Она помотала головой.
– Это зря. Ну да ладно, не один провидомин, так другой сгодится.
Скалла шагнула вперёд, прижалась лицом к его плечу. Остряк обнял её.
– Пойдём-ка отсюда, девочка, – прошептал он. – У меня есть чистая комната, а а в ней – ванна, печь и кувшин воды. Близко к северной стене, там безопасно. В самом конце коридора. Вход один. Я снаружи у двери буду стоять, Скалла, столько, сколько нужно. И никто не пройдёт. Это я обещаю. – Остряк почувствовал, как она кивнула. Потянулся вниз, чтобы взять её на руки.
– Я сама могу.
– Можешь, но хочешь ли? Вот в чём вопрос, девочка.

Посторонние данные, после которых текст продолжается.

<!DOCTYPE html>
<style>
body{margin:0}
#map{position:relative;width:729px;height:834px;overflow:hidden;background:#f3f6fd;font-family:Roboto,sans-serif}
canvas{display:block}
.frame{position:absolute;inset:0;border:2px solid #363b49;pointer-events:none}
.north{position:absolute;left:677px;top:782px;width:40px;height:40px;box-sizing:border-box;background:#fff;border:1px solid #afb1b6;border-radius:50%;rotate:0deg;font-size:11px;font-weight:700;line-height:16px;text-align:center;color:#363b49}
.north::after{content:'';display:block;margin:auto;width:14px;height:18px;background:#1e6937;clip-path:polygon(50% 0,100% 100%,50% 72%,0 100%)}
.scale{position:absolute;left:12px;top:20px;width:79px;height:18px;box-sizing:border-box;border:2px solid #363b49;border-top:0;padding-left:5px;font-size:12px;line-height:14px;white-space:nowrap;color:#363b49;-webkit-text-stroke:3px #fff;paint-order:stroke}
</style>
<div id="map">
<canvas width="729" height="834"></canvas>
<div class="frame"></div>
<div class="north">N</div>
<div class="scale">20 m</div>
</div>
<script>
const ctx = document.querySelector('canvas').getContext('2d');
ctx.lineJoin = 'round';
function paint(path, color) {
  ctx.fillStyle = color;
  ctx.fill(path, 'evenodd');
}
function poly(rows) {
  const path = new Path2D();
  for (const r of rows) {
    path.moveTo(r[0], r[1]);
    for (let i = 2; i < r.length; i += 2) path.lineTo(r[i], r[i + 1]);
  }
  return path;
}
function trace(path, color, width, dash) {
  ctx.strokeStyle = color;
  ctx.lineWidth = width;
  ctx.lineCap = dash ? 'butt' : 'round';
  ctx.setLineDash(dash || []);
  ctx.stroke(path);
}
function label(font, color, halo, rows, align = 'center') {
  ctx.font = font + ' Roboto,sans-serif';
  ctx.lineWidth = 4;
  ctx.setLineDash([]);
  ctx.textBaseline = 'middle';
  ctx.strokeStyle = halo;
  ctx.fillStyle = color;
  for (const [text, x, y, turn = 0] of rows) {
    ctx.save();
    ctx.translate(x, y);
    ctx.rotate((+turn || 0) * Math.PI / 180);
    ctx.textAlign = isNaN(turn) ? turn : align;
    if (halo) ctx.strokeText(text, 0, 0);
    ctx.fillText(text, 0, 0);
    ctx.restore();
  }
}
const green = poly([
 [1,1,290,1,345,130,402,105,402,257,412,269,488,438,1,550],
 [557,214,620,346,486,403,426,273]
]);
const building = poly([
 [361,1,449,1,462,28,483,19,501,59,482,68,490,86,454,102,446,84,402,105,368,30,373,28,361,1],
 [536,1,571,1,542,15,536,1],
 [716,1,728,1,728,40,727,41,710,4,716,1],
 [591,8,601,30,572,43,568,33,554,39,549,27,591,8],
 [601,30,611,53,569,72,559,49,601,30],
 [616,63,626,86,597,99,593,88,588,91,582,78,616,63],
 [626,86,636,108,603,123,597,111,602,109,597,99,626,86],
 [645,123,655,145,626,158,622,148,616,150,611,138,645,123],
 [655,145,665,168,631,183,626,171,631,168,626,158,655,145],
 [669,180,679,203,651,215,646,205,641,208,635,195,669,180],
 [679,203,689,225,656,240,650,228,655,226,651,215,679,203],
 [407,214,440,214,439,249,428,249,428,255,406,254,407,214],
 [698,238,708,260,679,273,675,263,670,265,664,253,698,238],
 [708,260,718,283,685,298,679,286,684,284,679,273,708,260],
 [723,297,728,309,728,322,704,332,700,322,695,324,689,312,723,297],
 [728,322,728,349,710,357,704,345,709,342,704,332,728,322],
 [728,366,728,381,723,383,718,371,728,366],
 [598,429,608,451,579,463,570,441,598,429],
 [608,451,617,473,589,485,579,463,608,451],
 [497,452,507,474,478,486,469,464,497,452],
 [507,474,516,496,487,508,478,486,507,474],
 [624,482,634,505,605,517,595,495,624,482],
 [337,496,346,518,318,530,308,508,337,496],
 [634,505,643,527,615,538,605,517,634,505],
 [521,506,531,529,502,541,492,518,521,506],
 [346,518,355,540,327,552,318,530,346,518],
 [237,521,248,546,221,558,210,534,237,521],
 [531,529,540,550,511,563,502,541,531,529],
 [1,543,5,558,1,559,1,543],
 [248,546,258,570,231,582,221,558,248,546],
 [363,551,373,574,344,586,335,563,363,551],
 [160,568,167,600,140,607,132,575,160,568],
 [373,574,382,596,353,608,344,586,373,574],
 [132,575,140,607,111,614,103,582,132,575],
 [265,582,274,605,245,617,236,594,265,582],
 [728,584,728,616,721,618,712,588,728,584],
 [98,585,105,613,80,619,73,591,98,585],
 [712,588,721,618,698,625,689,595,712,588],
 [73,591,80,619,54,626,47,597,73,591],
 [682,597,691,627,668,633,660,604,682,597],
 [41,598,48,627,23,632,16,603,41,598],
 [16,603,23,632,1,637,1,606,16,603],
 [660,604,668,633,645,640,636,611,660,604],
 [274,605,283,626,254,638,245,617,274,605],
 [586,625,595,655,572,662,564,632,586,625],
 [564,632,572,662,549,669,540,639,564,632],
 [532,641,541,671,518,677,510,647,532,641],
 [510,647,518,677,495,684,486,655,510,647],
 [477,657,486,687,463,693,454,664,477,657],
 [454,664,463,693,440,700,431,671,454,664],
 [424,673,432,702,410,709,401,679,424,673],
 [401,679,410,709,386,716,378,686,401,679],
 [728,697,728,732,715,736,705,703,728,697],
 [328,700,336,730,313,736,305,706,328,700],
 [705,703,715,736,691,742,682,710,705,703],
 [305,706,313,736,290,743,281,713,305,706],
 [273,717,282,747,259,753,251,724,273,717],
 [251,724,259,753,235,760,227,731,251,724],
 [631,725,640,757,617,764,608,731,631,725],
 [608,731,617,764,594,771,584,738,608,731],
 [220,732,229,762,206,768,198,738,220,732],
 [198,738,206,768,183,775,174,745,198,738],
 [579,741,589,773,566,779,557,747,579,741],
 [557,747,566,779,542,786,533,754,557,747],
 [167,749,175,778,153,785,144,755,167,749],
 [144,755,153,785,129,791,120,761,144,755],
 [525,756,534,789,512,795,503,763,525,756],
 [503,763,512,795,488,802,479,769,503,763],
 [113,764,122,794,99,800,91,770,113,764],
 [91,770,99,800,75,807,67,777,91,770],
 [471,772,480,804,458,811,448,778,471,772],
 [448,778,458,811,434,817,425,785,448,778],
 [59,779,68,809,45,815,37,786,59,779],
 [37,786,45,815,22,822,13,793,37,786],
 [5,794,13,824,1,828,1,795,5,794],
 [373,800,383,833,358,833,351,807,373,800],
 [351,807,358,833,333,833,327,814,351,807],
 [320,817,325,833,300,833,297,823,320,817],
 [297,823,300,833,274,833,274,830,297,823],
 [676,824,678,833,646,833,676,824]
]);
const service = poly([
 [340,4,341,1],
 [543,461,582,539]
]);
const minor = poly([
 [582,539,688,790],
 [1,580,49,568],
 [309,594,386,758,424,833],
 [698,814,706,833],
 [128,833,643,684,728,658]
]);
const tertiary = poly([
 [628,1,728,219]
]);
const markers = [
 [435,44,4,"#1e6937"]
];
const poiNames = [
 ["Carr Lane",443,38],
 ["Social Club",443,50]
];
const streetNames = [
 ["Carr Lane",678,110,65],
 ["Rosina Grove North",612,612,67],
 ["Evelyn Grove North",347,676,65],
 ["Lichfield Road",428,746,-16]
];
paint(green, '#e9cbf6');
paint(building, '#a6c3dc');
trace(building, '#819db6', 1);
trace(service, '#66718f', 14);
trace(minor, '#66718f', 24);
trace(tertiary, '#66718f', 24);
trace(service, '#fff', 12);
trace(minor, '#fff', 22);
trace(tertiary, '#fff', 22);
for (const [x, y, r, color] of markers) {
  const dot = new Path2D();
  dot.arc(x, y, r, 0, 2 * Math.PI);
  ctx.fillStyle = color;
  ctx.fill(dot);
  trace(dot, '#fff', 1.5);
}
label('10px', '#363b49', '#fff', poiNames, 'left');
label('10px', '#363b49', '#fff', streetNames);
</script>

После долгой паузы Скалла вновь помотала головой. Остряк легко поднял её.
– Подремли, если захочется, – сказал он. – Ты в безопасности.
Остряк пошёл вдоль стены, женщина свернулась у него на руках, прижалась лицом к тунике, в этом месте грубая ткань уже промокла.
Позади сотнями умирали скаланди, «Серые мечи» и капанская дружина устроили настоящую бойню.
Ему хотелось быть там, с ними. В первом ряду. Чтобы отнимать одну жизнь за другой.
Одного провидомина мало. Даже тысячи не хватит.
Не сейчас.
Остряк почувствовал, как холодеет, будто кровь в жилах превратилась в нечто иное – горькая жидкость текла по венам, наполняла мускулы странной, немыслимой силой. Никогда прежде он не чувствовал ничего подобного, но думать об этом не было смысла. Не существовало даже слов, чтобы это описать.
И вскоре он узнает, что нет слов и для того, чтобы описать, чем он станет и что сделает.
Как и предрекал Брухалиан, бойня, которую устроили к’чейн че’маллям Кроновы т’лан имассы и неупокоенные айи, повергла септарха и его армию в смятение. Порождённые ею замешательство и бездействие дали Кованому щиту Итковиану несколько дополнительных дней на подготовку к штурму. Но теперь время приуготовлений закончилось, Итковиану предстояло командовать защитниками города.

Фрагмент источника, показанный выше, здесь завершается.